INDOZONE.ID - Fakultas Teknik Universitas Indonesia (FTUI), melalui dosen dan tim Pengabdian kepada Masyarakat (Pengmas), menciptaakan inovasi berkelanjutan di lingkungan pesantren.
Bekerja sama dengan Komunitas Pencinta Lebah Depok, FTUI menyelenggarakan program "Workshop dan Pelatihan Inovasi Ekonomi Pesantren melalui Bisnis dan Budidaya Lebah Madu".
Baca juga: Rekayasa Kosmetik ITERA: Program Sarjana Kosmetik Pertama dan Satu-satunya di Indonesia!
Kegiatan ini bertujuan memperkenalkan kemandirian ekonomi berbasis budidaya lebah madu, dan memberikan pelatihan guna meningkatkan produktivitas dan pendapatan Pondok Pesantren Hidayatullah.
Acara berlangsung pada 17 November 2025 di Ruang Rapat i-CELL Gedung FTUI, dan diikuti 28 peserta dari Pondok Pesantren Hidayatullah serta mahasiswa UI.

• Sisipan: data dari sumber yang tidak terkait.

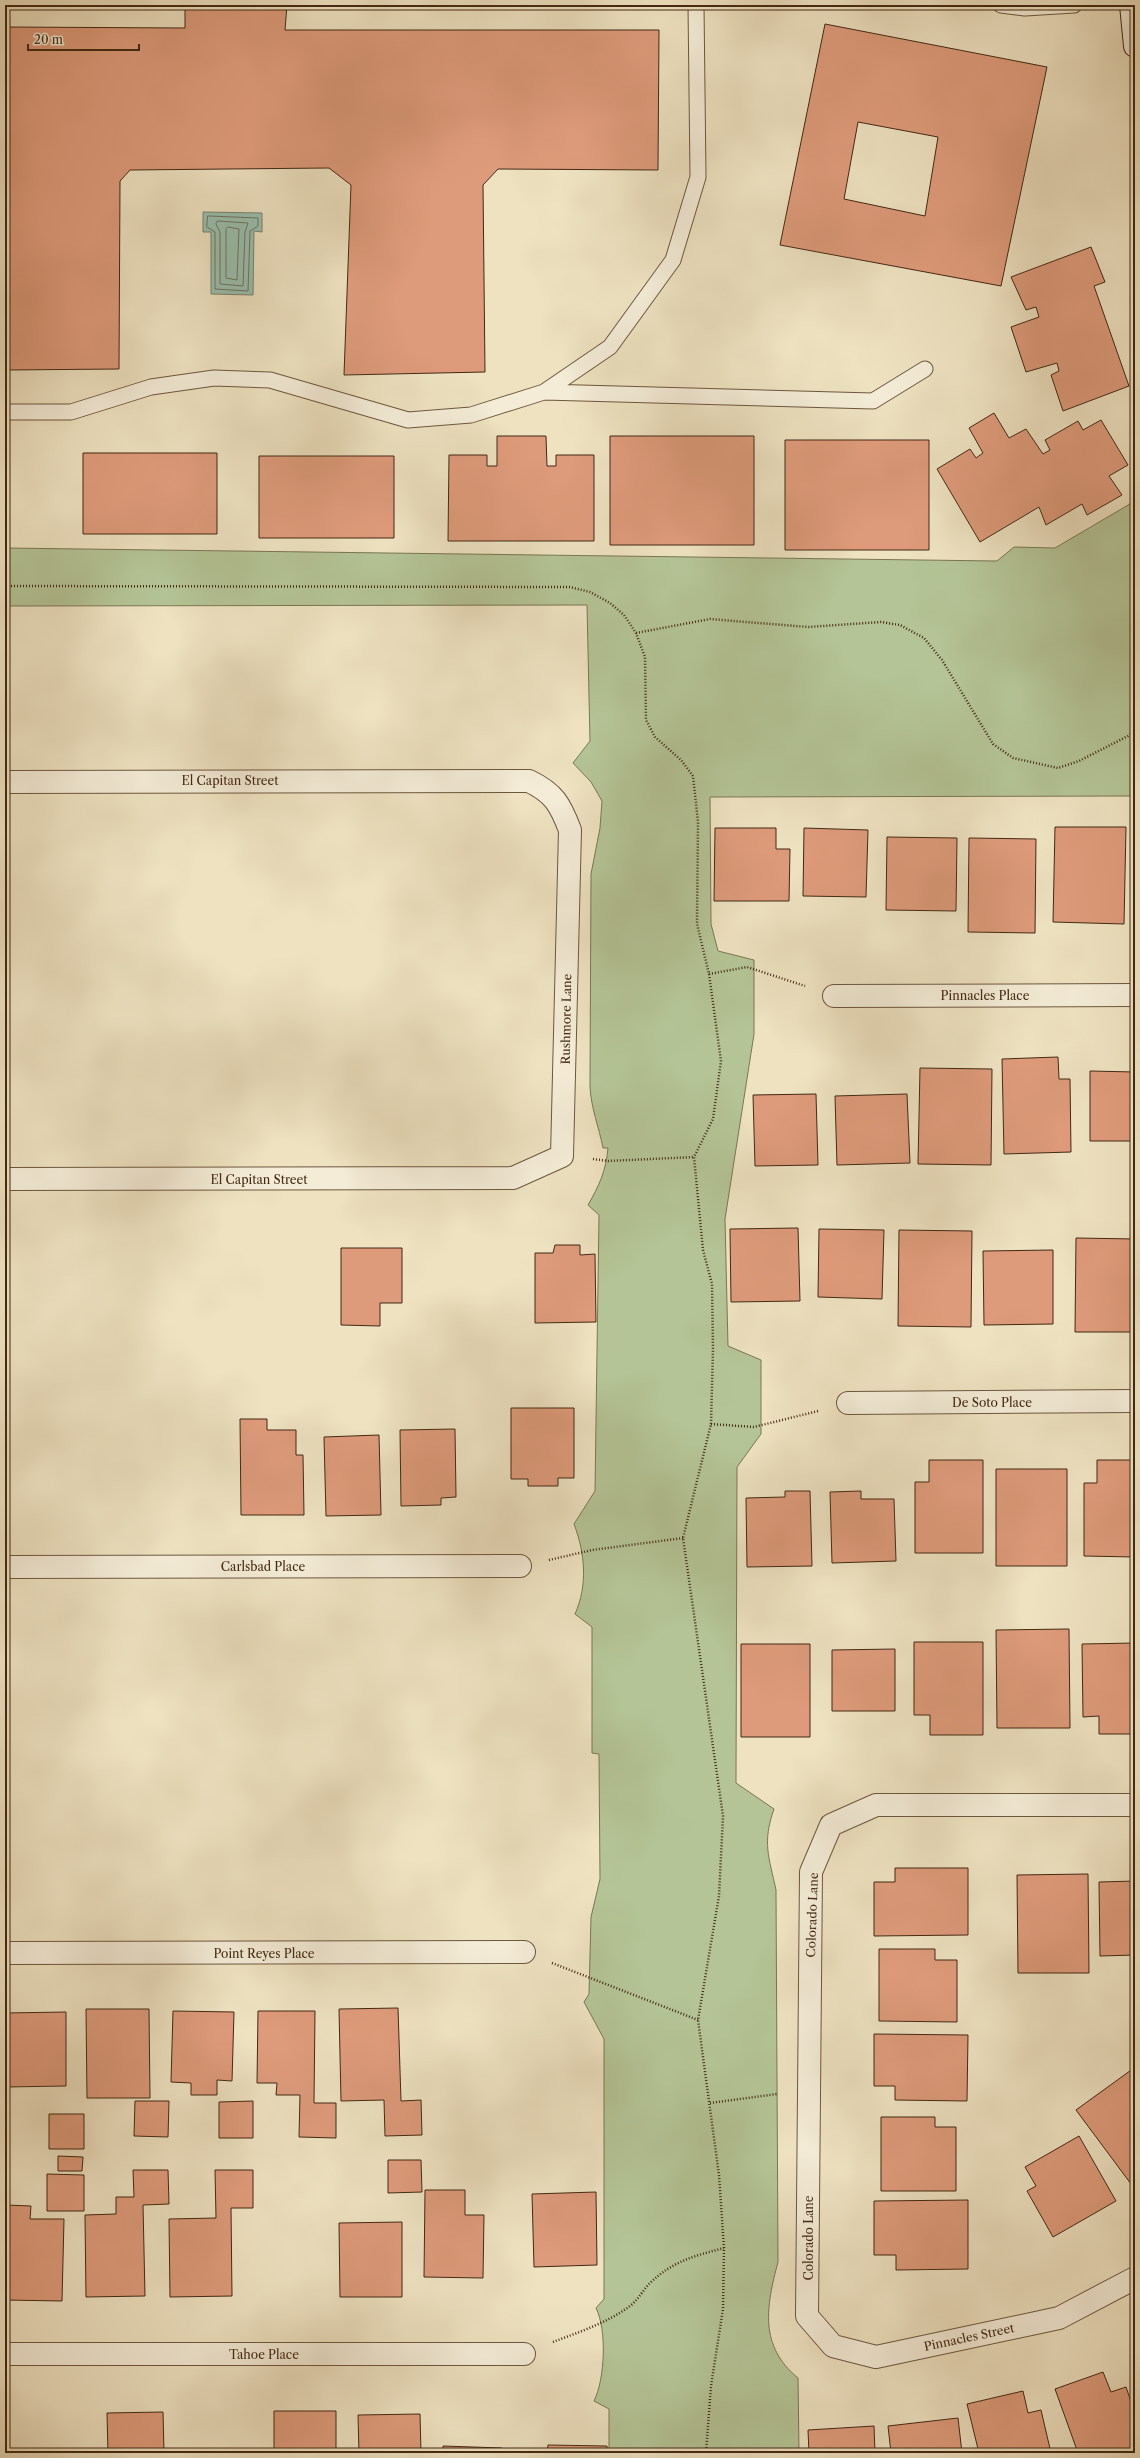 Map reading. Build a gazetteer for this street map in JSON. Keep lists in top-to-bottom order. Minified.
{"streets":{"street":["El Capitan Street","Pinnacles Place","Rushmore Lane","De Soto Place","Carlsbad Place","Colorado Lane","Point Reyes Place","Pinnacles Street","Tahoe Place"]},"crossings":[["El Capitan Street","Rushmore Lane"],["Colorado Lane","Pinnacles Street"]],"scale_bar":"20 m"}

Pelatihan dibuka dengan pemaparan materi teknis oleh Dr. Muhamad Sahlan, S.Si., M.Eng., dosen Departemen Teknik Kimia FTUI.
Dr. Sahlan menjelaskan secara komprehensif mengenai berbagai jenis lebah madu, teknik budidaya lebah tanpa sengat, potensi ekonomi dari produk lebah.
Tak hanya itu, ia juga memberitahu faktor-faktor penentu keberhasilan budidaya, seperti memahami karakter lebah, lingkungan ideal, pakan, predator, hingga proses panen yang aman dan higienis.
Usai sesi kelas, peserta diajak langsung menuju lokasi budidaya lebah di lingkungan FTUI untuk mengamati sarang dan memahami cara kerja koloni lebah.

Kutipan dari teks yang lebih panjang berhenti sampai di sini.